- Title card
- Directed by: Anthony Asquith
- Written by: Story and screenplay: Val Valentine J. B. Williams Uncredited: Frank Launder
- Produced by: Edward Black
- Starring: John Mills Eric Portman
- Cinematography: Jack E. Cox
- Edited by: R. E. Dearing
- Music by: Louis Levy
- Production companies: Gaumont British Picture Corporation Gainsborough Pictures
- Distributed by: General Film Distributors
- Release date: 15 April 1943;
- Running time: 98 minutes
- Country: United Kingdom
- Language: English

= We Dive at Dawn =

We Dive at Dawn is a 1943 war film directed by Anthony Asquith and starring John Mills and Eric Portman as Royal Navy submariners in the Second World War. It was written by Val Valentine and J. B. Williams with uncredited assistance from Frank Launder. It was produced by Edward Black. The film's sets were designed by Walter Murton.
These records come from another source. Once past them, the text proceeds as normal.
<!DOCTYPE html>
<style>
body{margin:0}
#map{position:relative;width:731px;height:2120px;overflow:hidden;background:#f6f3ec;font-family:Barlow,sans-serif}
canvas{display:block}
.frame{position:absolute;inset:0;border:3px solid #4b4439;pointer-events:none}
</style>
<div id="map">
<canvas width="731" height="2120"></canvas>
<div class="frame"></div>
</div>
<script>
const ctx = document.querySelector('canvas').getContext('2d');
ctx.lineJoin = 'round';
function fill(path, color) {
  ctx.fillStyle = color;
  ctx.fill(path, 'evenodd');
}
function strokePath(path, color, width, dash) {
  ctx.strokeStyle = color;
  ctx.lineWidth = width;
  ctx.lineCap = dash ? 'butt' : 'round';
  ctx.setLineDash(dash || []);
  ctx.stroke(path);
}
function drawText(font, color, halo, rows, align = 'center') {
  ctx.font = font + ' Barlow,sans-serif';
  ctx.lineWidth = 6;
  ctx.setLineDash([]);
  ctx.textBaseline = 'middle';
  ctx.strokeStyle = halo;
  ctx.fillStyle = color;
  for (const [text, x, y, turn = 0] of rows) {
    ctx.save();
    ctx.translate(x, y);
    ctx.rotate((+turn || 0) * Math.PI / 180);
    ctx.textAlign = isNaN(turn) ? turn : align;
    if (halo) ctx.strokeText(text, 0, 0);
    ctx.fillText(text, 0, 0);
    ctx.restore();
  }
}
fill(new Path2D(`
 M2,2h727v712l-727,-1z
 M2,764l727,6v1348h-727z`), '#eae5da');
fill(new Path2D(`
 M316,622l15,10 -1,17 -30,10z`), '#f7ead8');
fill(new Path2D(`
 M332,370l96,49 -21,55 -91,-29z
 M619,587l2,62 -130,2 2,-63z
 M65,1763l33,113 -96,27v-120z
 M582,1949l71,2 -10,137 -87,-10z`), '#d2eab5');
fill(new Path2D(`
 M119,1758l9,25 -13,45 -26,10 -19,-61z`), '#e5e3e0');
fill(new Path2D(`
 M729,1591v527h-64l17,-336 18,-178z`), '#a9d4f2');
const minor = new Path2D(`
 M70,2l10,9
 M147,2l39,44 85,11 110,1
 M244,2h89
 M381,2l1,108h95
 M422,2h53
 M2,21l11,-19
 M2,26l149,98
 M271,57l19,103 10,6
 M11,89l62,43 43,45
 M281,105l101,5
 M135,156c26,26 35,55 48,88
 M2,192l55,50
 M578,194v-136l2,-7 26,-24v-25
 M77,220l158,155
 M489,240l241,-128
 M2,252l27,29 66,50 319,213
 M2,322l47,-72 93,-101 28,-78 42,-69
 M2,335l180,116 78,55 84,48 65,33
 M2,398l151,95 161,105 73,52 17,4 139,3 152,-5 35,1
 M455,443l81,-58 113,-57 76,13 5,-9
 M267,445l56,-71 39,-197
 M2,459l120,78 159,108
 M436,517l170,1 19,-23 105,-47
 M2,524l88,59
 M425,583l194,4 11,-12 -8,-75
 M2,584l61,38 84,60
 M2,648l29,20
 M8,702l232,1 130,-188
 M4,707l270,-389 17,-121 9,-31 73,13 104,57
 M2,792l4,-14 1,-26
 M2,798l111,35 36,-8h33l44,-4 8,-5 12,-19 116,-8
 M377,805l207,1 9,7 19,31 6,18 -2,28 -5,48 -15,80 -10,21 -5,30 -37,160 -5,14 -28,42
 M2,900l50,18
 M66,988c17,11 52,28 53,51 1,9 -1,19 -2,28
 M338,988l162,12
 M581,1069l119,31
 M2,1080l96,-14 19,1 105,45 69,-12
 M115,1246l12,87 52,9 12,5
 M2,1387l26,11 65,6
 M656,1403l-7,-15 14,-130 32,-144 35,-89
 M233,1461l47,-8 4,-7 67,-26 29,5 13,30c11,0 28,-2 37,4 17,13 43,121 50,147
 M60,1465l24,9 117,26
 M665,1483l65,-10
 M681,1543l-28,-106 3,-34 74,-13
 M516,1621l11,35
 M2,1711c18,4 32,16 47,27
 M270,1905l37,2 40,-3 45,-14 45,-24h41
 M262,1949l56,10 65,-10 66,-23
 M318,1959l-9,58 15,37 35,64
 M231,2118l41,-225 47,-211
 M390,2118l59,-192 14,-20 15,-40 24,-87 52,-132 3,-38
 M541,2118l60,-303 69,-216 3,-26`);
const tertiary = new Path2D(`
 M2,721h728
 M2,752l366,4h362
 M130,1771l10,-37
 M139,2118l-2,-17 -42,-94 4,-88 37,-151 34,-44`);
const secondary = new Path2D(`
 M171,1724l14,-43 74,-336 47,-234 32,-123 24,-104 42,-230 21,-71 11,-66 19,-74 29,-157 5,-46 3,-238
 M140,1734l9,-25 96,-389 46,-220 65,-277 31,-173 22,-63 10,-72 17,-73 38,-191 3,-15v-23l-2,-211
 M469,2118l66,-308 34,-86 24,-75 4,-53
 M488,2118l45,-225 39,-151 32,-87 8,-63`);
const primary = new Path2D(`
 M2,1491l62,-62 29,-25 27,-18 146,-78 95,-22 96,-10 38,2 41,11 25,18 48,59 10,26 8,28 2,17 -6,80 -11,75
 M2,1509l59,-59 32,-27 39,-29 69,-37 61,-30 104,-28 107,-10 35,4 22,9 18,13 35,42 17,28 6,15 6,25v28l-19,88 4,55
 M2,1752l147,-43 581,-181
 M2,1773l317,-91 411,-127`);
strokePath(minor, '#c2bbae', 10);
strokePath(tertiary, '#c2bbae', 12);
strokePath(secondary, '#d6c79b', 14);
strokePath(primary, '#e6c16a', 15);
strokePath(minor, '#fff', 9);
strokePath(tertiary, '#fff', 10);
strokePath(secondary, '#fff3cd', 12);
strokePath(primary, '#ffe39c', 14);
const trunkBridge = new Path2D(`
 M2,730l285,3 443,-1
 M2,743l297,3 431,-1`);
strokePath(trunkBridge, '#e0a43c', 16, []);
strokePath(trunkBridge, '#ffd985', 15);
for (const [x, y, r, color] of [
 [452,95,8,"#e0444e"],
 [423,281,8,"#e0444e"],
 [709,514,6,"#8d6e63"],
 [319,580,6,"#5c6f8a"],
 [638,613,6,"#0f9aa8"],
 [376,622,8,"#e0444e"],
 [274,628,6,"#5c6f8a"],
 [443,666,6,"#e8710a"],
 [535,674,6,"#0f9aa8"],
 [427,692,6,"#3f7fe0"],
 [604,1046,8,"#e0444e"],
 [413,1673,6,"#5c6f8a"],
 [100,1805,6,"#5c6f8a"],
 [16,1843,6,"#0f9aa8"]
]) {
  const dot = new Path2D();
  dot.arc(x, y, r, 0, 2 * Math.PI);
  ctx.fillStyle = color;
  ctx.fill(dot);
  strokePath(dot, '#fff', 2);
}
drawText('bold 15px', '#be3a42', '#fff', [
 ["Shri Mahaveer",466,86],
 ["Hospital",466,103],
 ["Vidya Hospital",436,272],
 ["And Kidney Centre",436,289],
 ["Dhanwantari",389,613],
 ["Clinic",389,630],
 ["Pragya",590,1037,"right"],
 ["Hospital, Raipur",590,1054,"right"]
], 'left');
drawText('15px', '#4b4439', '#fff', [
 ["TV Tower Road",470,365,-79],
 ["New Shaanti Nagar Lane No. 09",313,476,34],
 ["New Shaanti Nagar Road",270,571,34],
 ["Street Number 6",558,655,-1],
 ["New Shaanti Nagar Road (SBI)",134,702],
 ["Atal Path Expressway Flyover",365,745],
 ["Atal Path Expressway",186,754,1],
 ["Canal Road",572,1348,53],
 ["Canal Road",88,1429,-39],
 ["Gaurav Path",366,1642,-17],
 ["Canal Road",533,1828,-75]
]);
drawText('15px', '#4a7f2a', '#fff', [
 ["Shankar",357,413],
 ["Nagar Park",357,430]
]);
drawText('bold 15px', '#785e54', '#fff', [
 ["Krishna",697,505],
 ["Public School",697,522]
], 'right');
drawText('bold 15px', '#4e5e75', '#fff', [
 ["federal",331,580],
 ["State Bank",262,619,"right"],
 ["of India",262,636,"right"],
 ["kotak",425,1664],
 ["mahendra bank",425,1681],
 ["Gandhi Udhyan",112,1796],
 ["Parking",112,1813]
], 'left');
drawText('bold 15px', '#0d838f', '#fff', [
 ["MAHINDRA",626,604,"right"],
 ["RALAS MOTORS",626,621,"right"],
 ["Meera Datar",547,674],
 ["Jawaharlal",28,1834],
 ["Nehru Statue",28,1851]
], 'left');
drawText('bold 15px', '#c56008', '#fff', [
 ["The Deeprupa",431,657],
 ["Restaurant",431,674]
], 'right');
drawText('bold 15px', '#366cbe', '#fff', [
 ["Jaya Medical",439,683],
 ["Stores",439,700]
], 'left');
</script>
The film was crucial to establishing Mills as a star.

==Plot==
In April 1942 Lieutenant Freddie Taylor and crewmates from the submarine Sea Tiger are given a week's leave after an unsuccessful patrol. Leading Seaman Hobson goes home to save his marriage, while a reluctant Torpedo Gunner's Mate Corrigan departs for his wedding in London. When the crew are recalled early Corrigan is relieved, though later regrets not finalizing his marriage. Sea Tiger has been assigned the top secret mission of sinking Nazi Germany's new battleship, the Brandenburg, before she transits the Kiel Canal for sea trials in the Baltic, and must put to sea immediately.

Crossing the North Sea, the submarine picks up three downed Luftwaffe pilots from a rescue buoy. When the submarine enters a minefield, one of the airmen frantically reveals that the Brandenburg has already reached the Baltic, hoping that this will convince his captors to turn back. Undeterred, Taylor takes Sea Tiger through the Danish straits. The airman is badly beaten by one of his comrades and later dies.

Upon spotting the Brandenburg, Sea Tiger fires all her torpedoes and then dives to evade the battleship's destroyer escort, which begins dropping depth charges. By expelling oil and other debris, including the body of the German airman, Taylor deceives the Germans into believing the submarine has sunk. Although they have escaped, the crew do not know whether their attack was successful and are running critically low on oil. Meanwhile, the Germans have Lord Haw Haw broadcast news of Sea Tigers supposed destruction to Britain.

Taylor decides to abandon ship at the (fictional) Danish island of Hågø, but Hobson, a former merchant seaman who knows the area, convinces Taylor to let him go ashore to search for oil. Hobson succeeds in locating an oil store, and guides Sea Tiger into the harbour under cover of darkness, where they refuel with help from friendly Danish sailors. The German garrison gets wind of this and a firefight begins, but the crew fend them off with the loss of only one man.

On the return journey, a trawler informs Sea Tiger that she sank the Brandenburg. Sea Tiger returns to base flying the Jolly Roger for the first time. On shore, the crew are welcomed as heroes by their wives and girlfriends.

==Production==
We Dive at Dawn was filmed at Gaumont-British Studios in London, with the co-operation of the British Admiralty. John Mills prepared for his role as the captain of Sea Tiger by sailing in a submarine on a training mission down the Clyde. He recalled a crash dive: The ship then seemed to stand on her nose and I felt her speeding like an arrow towards the sea bed; charts and crockery went flying in all directions; I hung on to a rail near the periscope trying to look heroic and totally unconcerned; the only thing that concerned me was that I was sure that my face had turned a pale shade of pea-green.

Exterior shots of the submarines P614 and P615 were used for Sea Tiger (with the final number painted over to make "P61"). The vessels were a Turkish S-class submarine that had been part of a consignment ordered by the Turkish Navy from the British company Vickers in 1939. But with the outbreak of World War II, the four boats were requisitioned by the Royal Navy and designated the P611 class in the British Fleet. They were similar in design but slightly smaller than the British S class, although with a higher conning tower. The S-class boat also appears in the film.

==Home media==
The film has been issued on VHS by Madacy Records and Timeless Multimedia among others, and on DVD by ITV DVD and Carlton.